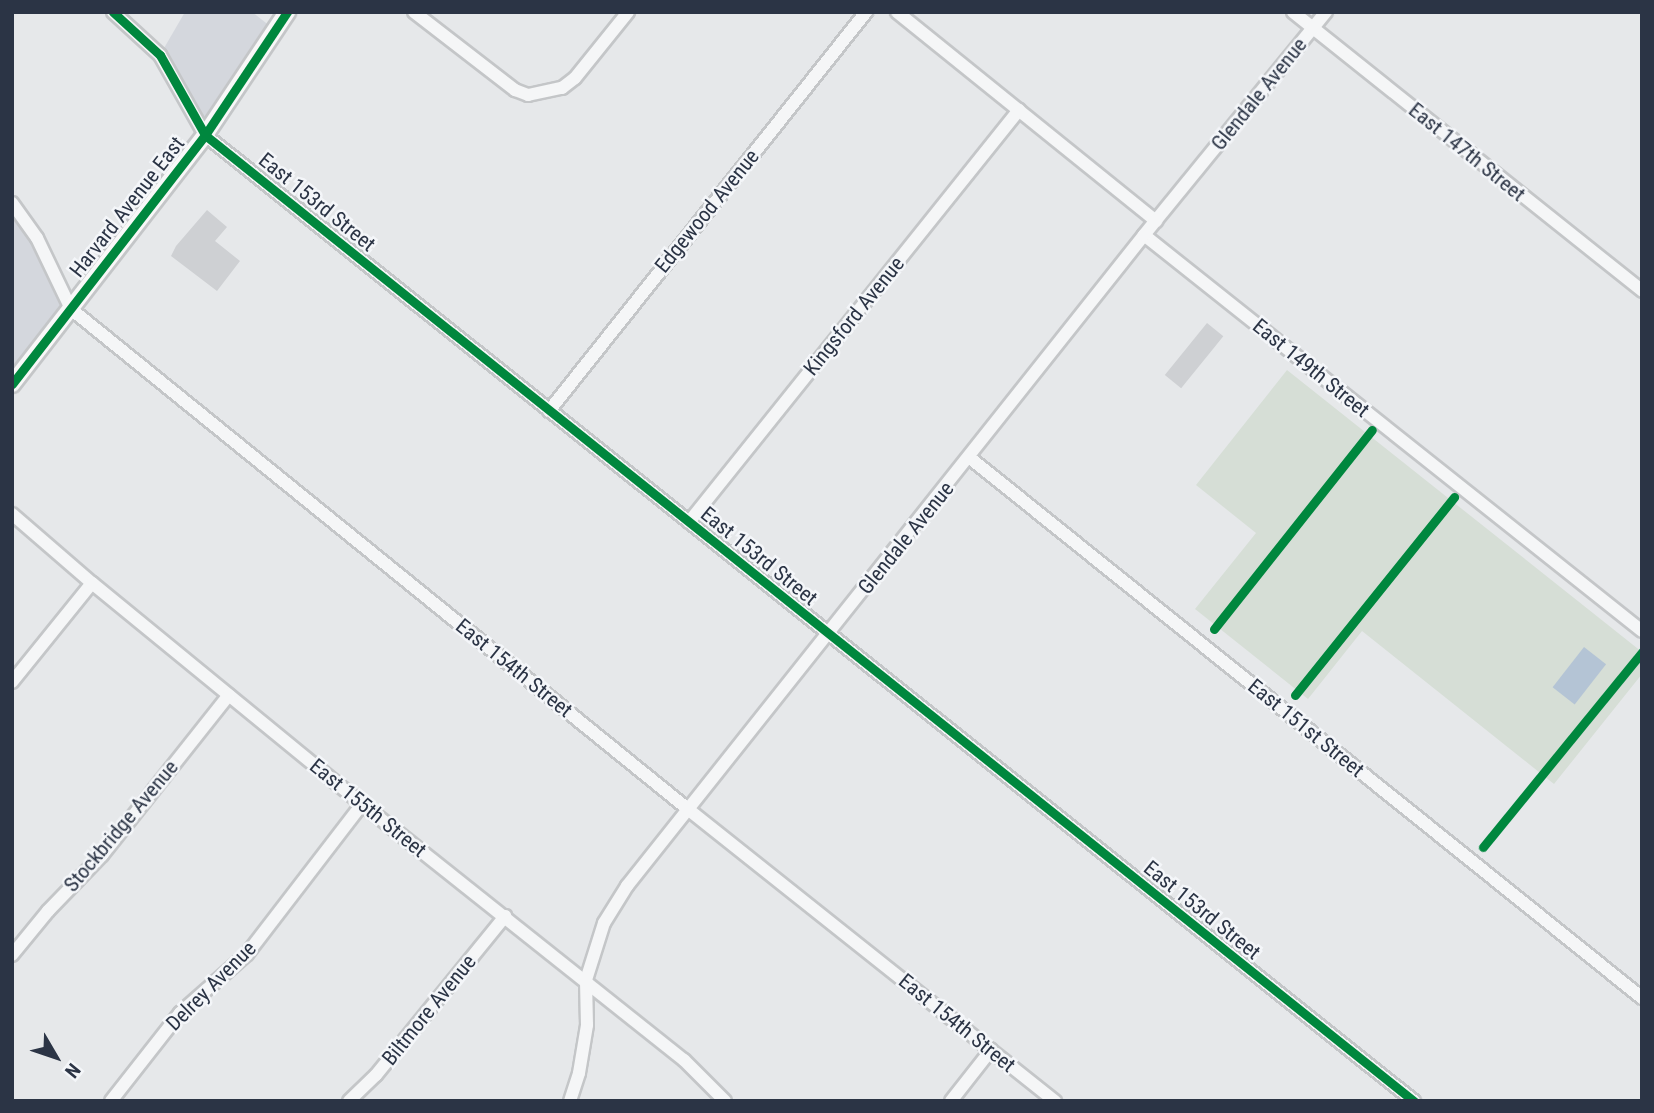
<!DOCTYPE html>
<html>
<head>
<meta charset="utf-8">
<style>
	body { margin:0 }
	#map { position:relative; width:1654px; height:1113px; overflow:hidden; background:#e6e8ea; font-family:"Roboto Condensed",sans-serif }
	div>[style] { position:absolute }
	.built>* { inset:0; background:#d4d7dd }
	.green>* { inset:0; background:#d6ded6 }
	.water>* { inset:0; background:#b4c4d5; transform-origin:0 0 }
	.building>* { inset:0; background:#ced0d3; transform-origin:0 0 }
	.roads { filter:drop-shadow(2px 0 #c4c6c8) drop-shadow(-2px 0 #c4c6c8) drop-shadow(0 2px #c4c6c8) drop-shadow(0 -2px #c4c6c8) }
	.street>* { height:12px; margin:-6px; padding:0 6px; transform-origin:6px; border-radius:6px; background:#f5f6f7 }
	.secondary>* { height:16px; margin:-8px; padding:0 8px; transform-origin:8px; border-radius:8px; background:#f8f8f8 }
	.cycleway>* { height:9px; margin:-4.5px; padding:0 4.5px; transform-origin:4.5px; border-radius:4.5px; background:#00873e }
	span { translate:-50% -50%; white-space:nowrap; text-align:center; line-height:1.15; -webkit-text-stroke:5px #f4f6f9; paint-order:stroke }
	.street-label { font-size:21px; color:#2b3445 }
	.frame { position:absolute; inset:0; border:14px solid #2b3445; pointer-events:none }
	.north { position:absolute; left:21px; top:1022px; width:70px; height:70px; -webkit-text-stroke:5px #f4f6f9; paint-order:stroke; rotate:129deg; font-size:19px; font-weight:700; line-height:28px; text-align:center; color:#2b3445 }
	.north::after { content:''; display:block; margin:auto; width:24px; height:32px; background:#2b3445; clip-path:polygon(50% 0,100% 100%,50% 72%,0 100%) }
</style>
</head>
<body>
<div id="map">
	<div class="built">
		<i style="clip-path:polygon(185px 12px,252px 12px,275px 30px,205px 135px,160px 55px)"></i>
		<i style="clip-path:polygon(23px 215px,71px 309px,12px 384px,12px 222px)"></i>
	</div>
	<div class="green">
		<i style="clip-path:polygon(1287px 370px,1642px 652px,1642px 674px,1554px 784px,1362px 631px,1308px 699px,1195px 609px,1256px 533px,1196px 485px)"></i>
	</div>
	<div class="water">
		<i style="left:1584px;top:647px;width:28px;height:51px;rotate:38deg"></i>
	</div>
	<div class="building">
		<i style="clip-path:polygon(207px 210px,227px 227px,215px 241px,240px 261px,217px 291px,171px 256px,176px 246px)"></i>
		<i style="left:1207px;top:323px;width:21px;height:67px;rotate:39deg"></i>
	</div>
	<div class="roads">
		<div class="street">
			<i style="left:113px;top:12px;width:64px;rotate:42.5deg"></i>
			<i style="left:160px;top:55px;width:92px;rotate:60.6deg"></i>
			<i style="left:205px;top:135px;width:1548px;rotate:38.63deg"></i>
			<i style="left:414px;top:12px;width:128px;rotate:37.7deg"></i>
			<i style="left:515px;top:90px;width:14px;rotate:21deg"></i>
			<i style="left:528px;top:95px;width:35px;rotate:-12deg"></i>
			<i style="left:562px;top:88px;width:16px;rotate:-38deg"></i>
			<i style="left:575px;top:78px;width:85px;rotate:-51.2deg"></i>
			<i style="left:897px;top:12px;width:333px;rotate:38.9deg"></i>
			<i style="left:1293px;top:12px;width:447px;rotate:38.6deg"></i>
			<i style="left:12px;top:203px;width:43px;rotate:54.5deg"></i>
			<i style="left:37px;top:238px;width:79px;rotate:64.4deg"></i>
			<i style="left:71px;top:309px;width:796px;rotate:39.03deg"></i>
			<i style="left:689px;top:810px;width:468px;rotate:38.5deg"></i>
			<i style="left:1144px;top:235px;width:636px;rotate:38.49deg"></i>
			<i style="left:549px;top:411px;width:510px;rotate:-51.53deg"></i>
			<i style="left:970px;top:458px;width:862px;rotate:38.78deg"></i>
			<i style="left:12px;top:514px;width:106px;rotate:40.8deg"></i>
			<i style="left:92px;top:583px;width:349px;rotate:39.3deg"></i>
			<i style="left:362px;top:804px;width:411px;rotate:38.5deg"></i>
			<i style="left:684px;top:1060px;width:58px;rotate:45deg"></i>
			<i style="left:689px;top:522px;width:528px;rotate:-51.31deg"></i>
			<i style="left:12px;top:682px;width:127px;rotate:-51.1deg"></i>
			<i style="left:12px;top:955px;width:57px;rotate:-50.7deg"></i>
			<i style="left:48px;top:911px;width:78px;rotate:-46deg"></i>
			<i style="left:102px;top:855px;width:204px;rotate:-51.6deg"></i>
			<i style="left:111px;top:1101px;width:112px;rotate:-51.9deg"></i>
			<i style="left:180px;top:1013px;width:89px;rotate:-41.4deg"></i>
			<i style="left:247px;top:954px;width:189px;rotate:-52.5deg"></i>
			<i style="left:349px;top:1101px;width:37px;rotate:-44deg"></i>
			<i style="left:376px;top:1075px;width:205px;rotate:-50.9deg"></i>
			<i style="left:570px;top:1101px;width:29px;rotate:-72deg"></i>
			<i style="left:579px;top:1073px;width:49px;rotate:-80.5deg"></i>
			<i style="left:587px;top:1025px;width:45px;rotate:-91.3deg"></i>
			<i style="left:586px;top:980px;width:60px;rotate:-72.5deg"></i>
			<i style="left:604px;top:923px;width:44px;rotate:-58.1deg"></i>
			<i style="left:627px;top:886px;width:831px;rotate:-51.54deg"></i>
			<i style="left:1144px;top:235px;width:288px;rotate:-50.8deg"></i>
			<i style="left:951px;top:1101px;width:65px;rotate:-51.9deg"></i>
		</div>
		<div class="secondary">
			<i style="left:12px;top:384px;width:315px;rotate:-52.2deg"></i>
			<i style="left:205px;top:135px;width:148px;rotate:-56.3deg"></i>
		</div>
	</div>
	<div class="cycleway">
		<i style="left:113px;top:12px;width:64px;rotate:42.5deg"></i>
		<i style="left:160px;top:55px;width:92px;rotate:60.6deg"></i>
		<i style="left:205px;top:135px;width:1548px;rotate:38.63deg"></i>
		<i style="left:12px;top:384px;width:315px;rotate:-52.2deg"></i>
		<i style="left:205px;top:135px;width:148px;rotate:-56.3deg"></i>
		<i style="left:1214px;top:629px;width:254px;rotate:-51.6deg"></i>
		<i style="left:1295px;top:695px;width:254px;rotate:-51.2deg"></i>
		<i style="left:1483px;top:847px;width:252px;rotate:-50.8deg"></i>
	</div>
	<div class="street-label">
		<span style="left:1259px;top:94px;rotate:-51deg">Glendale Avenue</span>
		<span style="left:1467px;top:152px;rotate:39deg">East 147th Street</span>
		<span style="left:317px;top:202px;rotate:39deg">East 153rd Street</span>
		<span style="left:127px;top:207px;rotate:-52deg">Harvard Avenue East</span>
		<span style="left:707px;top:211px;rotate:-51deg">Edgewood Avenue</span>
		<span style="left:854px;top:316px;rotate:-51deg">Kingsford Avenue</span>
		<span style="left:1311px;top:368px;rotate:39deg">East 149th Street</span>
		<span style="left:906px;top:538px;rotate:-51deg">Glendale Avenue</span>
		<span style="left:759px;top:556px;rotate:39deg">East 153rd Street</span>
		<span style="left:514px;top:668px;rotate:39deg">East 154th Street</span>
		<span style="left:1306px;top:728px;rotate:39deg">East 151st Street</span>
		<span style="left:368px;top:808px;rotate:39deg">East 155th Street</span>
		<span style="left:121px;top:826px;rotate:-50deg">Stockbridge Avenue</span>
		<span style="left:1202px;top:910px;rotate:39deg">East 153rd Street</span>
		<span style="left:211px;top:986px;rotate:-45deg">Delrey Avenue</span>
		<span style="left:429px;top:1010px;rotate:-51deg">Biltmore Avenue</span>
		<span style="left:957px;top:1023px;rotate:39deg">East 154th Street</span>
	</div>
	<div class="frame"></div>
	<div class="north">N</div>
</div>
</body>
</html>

------------------------------------

▸ **Exercise brief**
Search the material above for the word "water", then copy each line that holds it.

▸ **Response area**
	.water>* { inset:0; background:#b4c4d5; transform-origin:0 0 }
	<div class="water">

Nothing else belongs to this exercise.